» EXERCISE OBJECTIVE
When a line below contains the word "School", copy that line.

» GIVEN ENTRIES

--------------------------------

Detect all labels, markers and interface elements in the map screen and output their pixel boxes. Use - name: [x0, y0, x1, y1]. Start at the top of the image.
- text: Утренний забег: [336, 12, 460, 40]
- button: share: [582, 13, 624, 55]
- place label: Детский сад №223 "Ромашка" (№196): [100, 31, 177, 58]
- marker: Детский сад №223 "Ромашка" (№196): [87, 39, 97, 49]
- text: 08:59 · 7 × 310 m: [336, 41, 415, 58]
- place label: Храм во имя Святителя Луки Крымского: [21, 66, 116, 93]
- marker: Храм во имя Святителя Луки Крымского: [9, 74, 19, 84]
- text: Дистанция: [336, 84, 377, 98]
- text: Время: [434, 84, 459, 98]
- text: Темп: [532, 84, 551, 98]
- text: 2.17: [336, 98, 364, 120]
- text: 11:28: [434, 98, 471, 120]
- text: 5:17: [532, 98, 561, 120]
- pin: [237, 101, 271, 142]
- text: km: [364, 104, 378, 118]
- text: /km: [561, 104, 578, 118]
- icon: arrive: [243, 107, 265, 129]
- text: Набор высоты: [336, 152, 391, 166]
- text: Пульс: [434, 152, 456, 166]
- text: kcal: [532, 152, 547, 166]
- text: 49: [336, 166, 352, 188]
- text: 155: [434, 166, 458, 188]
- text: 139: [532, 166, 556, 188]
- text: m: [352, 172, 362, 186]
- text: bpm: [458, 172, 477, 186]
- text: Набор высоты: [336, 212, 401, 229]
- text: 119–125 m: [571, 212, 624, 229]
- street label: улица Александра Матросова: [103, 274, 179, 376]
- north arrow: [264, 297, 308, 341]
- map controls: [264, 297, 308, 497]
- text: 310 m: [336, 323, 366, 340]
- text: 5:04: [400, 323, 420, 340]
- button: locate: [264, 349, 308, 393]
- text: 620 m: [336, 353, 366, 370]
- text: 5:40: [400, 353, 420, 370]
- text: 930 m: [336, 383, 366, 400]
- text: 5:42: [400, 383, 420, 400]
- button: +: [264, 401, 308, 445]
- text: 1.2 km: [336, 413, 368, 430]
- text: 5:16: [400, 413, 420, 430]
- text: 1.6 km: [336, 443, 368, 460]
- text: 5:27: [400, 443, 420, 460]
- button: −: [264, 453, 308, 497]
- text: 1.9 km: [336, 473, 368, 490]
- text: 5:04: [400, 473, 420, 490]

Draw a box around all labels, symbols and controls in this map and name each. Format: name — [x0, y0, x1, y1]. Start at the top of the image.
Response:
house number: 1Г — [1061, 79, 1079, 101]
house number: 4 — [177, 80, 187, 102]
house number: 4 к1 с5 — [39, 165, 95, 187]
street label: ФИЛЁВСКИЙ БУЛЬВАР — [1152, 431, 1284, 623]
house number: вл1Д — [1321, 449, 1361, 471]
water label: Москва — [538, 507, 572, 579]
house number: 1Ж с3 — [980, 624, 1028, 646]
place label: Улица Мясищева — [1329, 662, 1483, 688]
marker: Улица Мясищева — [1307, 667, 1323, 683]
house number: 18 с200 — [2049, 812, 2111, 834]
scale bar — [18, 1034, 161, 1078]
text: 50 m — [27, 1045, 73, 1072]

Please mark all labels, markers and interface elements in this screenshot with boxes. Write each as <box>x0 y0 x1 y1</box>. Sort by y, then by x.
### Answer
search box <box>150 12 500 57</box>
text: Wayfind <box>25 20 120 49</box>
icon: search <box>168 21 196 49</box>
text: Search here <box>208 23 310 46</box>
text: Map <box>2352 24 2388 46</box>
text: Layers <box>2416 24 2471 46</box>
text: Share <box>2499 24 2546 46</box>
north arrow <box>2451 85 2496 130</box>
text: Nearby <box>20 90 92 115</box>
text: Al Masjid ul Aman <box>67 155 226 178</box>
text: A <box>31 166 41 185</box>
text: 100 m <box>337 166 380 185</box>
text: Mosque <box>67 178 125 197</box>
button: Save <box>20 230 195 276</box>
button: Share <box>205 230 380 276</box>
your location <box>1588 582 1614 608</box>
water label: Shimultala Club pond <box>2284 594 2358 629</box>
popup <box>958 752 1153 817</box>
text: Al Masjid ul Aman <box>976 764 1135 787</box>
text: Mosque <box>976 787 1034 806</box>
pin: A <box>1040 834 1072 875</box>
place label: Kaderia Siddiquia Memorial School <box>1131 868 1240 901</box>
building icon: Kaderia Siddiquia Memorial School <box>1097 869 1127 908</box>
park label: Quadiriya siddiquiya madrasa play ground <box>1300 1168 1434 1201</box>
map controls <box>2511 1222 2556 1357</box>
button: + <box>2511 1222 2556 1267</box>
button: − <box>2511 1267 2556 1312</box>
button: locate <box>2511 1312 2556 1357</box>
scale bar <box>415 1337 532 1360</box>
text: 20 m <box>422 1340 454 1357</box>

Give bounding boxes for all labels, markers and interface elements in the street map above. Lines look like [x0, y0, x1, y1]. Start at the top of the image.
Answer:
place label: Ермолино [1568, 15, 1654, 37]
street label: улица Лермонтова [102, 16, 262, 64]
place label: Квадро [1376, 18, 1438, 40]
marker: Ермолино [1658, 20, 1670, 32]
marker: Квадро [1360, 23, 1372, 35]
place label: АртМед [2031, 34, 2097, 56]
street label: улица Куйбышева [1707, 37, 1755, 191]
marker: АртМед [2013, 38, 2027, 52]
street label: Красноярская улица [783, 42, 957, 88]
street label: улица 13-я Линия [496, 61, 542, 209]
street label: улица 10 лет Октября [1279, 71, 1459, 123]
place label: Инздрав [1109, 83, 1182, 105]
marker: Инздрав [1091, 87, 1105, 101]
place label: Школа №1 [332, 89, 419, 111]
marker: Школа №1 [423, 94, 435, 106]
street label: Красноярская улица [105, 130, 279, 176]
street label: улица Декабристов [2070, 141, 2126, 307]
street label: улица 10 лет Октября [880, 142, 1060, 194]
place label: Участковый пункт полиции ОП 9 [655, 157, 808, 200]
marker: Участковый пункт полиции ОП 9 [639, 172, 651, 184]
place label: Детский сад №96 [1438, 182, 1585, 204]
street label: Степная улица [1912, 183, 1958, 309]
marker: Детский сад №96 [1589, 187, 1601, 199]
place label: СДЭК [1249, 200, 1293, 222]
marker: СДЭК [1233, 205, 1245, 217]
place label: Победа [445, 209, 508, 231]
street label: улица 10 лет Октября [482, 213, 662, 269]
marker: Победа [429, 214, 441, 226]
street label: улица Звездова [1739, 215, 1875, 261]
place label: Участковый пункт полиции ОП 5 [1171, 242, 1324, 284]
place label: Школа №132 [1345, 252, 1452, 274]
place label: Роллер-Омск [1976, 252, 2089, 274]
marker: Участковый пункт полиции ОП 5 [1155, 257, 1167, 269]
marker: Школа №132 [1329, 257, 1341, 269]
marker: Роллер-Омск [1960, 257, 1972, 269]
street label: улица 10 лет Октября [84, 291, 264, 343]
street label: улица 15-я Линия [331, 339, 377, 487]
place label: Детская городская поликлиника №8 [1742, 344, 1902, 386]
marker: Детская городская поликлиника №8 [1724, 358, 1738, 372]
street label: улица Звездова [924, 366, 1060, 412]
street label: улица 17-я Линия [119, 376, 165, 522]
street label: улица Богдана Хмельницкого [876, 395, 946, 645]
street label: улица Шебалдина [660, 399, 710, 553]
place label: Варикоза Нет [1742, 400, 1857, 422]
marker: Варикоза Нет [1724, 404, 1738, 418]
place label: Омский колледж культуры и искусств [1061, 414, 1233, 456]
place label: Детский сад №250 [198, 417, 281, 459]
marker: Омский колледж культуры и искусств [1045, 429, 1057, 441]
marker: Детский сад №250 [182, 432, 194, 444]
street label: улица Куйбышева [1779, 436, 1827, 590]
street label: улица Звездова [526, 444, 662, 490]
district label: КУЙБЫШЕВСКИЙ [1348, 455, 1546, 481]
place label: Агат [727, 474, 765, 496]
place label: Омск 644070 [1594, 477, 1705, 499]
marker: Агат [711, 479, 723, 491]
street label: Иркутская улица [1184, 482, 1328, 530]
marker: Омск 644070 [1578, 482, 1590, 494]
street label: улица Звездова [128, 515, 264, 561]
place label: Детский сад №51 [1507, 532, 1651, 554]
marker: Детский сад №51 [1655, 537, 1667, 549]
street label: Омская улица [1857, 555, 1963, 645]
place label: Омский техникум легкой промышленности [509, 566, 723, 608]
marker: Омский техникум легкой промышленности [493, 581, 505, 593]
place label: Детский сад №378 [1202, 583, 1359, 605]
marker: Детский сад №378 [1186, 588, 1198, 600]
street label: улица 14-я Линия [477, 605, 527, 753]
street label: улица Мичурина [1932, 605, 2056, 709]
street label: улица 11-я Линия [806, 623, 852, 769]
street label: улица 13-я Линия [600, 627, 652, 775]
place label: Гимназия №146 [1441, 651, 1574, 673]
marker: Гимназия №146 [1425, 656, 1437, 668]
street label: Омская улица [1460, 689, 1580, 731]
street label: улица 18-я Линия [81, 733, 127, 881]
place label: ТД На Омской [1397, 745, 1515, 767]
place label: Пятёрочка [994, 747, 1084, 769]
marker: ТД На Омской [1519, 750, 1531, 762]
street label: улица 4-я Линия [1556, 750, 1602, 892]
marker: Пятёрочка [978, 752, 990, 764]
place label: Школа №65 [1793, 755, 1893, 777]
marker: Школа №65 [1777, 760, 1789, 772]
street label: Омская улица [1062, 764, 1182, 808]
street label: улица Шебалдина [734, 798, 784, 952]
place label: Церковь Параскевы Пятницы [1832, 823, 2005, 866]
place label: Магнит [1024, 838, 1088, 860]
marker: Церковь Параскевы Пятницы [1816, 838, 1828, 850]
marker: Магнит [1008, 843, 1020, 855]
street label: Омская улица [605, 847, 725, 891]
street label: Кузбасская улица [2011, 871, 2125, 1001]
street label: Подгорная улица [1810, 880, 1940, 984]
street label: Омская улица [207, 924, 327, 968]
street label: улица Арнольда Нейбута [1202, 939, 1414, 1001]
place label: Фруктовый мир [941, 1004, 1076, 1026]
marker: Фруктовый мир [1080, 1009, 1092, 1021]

--------------------------------

» ANSWER AREA
place label: Kaderia Siddiquia Memorial School <box>1131 868 1240 901</box>
building icon: Kaderia Siddiquia Memorial School <box>1097 869 1127 908</box>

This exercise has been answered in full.